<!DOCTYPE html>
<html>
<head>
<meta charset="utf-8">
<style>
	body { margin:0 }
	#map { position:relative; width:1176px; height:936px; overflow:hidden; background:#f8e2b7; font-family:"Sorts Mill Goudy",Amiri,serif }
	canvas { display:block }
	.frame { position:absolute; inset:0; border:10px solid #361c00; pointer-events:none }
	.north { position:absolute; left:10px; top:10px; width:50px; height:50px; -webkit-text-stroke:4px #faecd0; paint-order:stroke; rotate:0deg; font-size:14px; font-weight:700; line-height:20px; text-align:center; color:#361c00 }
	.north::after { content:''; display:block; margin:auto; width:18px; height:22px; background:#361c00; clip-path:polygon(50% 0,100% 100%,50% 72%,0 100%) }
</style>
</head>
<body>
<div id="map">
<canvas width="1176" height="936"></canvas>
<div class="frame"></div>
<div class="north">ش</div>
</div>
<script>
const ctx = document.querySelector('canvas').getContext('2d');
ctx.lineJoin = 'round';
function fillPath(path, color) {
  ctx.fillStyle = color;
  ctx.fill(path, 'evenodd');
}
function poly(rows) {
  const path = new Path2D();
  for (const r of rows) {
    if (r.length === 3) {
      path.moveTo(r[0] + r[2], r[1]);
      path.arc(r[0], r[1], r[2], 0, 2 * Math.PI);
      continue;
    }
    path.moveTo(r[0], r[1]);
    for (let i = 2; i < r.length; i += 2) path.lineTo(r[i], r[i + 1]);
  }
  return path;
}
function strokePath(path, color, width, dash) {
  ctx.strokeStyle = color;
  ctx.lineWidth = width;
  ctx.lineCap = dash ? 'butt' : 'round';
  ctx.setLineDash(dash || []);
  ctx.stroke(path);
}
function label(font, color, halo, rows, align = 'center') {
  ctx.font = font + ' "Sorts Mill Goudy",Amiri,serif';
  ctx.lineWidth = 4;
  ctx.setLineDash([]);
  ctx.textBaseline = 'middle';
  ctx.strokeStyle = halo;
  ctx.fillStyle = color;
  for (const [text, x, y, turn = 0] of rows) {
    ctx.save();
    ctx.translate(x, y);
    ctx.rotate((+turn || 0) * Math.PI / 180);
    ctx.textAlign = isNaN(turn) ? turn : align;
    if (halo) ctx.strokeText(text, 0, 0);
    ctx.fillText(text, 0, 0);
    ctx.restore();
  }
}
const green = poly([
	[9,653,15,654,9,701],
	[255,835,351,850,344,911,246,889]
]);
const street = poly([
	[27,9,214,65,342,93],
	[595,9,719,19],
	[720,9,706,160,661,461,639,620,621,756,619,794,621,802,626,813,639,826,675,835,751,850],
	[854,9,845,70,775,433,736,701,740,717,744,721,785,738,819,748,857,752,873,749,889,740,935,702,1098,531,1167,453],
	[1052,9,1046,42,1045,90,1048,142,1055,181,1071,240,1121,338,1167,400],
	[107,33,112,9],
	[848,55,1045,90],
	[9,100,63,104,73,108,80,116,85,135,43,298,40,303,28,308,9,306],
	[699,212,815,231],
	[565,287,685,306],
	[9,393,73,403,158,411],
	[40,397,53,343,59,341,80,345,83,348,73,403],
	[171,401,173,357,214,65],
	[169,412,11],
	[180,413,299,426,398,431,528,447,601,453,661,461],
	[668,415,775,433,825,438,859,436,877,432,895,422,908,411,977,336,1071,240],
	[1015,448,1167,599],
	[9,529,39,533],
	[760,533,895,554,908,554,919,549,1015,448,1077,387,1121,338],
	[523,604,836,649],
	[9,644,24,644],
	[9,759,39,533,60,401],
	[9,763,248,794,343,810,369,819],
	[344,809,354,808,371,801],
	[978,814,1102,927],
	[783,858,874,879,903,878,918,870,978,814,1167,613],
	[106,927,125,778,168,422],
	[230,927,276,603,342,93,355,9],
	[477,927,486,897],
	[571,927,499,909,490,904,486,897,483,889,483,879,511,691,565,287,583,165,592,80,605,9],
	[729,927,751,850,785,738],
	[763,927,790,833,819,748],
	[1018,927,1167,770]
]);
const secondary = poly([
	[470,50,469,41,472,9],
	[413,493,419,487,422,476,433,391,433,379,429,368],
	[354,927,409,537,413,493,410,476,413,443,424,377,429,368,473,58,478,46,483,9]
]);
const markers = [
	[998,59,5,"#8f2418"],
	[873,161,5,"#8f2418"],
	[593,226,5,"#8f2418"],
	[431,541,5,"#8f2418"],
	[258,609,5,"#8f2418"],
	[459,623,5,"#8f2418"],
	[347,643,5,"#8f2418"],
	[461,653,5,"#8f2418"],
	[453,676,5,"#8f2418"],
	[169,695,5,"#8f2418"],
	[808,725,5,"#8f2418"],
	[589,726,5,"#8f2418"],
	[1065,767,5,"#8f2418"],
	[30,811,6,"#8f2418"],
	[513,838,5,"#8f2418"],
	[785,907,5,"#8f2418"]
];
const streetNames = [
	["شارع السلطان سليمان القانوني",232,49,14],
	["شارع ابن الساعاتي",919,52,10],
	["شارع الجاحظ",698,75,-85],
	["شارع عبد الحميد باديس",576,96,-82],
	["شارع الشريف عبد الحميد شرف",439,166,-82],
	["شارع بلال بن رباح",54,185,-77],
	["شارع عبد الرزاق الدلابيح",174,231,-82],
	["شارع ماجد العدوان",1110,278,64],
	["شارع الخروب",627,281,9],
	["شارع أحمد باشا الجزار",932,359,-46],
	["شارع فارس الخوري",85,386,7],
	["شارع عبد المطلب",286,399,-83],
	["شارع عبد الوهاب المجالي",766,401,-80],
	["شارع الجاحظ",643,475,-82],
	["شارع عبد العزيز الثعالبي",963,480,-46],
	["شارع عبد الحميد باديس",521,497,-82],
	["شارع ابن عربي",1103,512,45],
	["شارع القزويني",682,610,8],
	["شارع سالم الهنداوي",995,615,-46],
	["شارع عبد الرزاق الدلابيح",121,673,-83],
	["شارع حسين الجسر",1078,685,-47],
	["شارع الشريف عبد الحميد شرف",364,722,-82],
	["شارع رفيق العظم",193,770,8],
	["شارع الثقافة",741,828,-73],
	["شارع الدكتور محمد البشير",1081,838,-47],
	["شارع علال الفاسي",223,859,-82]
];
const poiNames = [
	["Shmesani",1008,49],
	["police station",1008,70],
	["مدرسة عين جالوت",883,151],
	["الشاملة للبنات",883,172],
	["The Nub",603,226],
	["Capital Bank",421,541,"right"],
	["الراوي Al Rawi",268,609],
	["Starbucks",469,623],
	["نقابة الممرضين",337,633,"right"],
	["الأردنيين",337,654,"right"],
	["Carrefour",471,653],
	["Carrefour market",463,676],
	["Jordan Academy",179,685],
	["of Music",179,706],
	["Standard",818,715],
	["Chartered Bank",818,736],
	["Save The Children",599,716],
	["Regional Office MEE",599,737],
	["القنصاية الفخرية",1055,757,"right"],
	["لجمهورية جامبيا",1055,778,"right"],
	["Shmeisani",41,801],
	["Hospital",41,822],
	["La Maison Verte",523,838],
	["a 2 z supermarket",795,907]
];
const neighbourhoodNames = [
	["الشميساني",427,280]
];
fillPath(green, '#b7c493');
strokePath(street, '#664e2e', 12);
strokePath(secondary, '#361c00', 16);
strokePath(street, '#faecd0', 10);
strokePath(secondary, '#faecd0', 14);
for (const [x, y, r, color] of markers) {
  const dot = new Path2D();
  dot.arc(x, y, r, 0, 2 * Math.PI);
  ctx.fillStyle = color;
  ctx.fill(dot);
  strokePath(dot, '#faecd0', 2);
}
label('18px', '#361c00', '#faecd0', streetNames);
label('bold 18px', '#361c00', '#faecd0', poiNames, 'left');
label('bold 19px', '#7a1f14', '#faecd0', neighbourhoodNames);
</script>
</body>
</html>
---------------
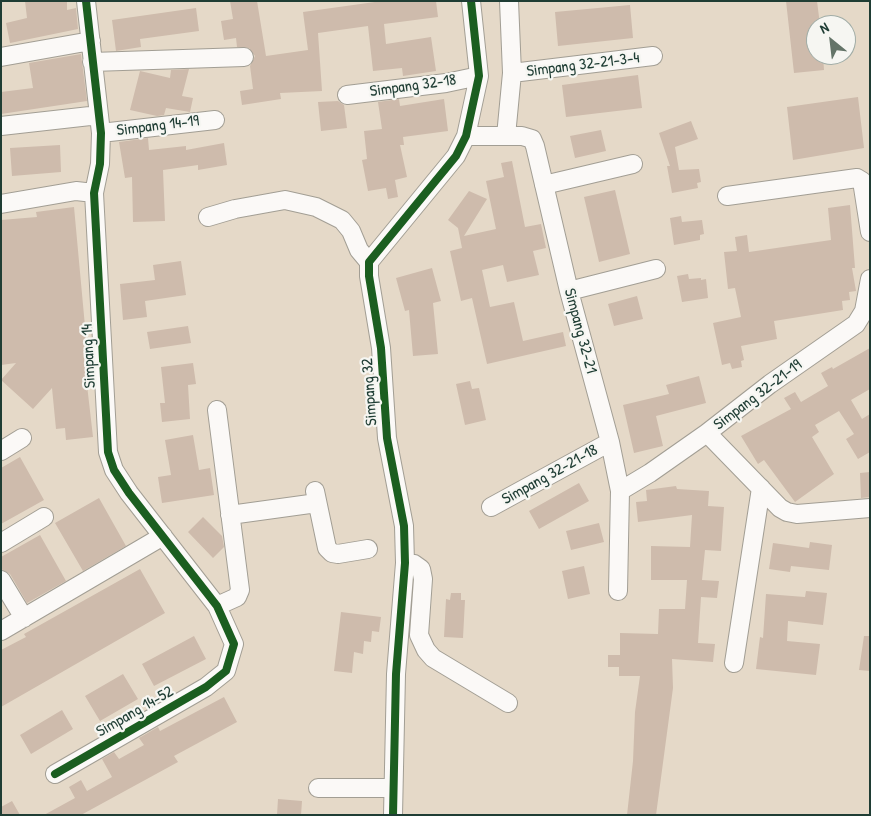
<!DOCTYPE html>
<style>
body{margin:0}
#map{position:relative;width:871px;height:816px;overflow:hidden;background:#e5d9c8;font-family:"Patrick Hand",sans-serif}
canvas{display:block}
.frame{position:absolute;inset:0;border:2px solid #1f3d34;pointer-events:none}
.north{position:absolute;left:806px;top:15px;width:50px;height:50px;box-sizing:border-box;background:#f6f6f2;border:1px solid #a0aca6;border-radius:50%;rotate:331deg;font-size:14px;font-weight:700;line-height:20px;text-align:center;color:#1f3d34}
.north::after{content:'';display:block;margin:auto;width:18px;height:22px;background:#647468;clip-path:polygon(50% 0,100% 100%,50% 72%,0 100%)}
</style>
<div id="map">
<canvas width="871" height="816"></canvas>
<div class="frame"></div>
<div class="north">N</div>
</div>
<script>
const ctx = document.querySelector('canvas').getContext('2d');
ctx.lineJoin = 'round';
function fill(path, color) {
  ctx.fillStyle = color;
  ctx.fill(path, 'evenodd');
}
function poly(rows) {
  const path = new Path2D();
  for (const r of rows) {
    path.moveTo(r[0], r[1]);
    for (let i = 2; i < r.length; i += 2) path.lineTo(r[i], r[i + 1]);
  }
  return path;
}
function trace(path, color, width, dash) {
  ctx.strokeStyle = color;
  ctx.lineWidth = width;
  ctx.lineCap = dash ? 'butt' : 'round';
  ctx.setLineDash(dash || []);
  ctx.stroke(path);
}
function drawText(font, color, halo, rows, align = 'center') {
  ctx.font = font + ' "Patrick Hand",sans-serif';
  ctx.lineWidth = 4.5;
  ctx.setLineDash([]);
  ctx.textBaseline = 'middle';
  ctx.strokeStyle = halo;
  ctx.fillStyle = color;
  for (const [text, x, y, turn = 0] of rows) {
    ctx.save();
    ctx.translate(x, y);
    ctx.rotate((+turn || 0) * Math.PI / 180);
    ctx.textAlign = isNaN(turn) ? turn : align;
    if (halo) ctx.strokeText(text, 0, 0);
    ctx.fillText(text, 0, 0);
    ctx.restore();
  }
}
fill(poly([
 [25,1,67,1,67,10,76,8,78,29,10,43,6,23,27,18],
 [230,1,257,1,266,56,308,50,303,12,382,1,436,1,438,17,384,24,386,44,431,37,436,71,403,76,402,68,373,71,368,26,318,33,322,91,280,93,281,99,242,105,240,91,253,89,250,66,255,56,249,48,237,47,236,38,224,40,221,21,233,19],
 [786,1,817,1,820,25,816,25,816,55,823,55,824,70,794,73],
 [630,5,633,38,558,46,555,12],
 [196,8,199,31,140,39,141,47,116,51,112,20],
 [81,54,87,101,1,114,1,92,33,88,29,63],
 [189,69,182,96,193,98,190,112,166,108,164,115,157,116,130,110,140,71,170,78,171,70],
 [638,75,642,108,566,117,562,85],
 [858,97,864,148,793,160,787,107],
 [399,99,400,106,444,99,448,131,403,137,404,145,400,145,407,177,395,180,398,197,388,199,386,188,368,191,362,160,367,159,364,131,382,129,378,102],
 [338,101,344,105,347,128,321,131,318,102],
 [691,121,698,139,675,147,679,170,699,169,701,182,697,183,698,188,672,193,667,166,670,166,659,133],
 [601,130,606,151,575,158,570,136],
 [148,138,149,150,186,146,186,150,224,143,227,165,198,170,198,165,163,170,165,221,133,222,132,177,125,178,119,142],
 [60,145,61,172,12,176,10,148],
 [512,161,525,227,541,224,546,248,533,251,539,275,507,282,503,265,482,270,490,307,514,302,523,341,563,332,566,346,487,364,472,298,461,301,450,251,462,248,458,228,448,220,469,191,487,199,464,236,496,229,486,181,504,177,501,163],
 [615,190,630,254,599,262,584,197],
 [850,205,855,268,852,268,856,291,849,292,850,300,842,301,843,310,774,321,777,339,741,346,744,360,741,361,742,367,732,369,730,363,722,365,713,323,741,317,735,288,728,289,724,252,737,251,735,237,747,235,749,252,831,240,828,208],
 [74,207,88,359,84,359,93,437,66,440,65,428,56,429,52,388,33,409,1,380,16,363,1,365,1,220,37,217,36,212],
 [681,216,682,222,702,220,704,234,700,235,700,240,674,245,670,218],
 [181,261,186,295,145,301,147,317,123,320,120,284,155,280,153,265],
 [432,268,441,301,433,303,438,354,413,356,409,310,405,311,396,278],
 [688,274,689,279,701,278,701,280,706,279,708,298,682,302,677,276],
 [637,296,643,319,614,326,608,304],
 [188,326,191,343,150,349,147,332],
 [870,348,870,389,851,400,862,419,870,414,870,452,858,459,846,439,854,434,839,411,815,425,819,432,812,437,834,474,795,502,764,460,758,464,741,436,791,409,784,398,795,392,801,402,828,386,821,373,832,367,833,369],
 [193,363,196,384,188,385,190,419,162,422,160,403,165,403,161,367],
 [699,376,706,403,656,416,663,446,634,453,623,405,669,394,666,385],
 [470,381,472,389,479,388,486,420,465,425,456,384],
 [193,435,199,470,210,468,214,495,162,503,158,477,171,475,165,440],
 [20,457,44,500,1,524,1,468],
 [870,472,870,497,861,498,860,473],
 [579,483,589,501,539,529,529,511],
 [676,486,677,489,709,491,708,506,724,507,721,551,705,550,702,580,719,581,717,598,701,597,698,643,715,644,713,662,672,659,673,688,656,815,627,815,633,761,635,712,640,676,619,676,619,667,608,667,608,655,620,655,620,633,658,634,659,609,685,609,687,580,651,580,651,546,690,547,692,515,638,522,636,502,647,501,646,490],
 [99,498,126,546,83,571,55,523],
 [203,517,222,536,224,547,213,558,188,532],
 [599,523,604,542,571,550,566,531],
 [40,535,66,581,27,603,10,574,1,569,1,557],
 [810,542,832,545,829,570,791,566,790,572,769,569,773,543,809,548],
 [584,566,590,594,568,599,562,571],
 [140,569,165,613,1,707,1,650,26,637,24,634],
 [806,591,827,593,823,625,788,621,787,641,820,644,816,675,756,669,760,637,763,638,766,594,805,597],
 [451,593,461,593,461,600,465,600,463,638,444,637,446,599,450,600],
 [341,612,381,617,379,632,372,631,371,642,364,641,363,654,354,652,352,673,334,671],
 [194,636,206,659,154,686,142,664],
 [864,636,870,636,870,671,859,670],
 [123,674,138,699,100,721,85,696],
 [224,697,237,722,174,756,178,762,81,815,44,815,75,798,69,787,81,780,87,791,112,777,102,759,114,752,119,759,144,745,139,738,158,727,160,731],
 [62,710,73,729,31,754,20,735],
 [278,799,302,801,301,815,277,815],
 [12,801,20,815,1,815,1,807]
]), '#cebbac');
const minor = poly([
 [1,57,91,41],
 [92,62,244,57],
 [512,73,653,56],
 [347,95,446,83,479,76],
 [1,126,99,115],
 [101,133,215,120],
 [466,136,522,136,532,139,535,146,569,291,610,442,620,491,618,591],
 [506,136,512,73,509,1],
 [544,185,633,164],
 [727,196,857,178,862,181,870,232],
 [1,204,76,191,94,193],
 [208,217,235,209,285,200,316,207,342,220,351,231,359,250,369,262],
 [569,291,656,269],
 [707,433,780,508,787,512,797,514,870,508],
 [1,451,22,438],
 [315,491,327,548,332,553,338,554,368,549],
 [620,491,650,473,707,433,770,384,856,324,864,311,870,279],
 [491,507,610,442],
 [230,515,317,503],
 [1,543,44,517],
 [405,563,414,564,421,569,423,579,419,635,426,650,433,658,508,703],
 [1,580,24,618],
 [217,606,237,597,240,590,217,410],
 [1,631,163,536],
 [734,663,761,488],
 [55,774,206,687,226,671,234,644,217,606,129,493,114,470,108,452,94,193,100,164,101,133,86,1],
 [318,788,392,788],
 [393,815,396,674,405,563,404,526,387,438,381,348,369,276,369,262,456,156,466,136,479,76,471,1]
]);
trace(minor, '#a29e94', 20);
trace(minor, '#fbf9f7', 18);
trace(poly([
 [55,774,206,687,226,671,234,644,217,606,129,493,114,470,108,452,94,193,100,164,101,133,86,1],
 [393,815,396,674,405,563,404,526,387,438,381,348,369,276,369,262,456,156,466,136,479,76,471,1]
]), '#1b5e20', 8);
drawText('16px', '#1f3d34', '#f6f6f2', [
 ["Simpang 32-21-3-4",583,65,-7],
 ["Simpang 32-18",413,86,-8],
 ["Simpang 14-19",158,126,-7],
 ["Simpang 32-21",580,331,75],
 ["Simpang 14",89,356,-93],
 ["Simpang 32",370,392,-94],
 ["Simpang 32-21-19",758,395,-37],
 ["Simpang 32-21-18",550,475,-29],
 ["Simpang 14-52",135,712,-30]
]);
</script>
---------------
§ **ACTION ITEM**
The expected output is every line from the material above where "html" can be found.

§ **RESULT OF THE EXERCISE**
<!DOCTYPE html>
<html>
</html>
<!DOCTYPE html>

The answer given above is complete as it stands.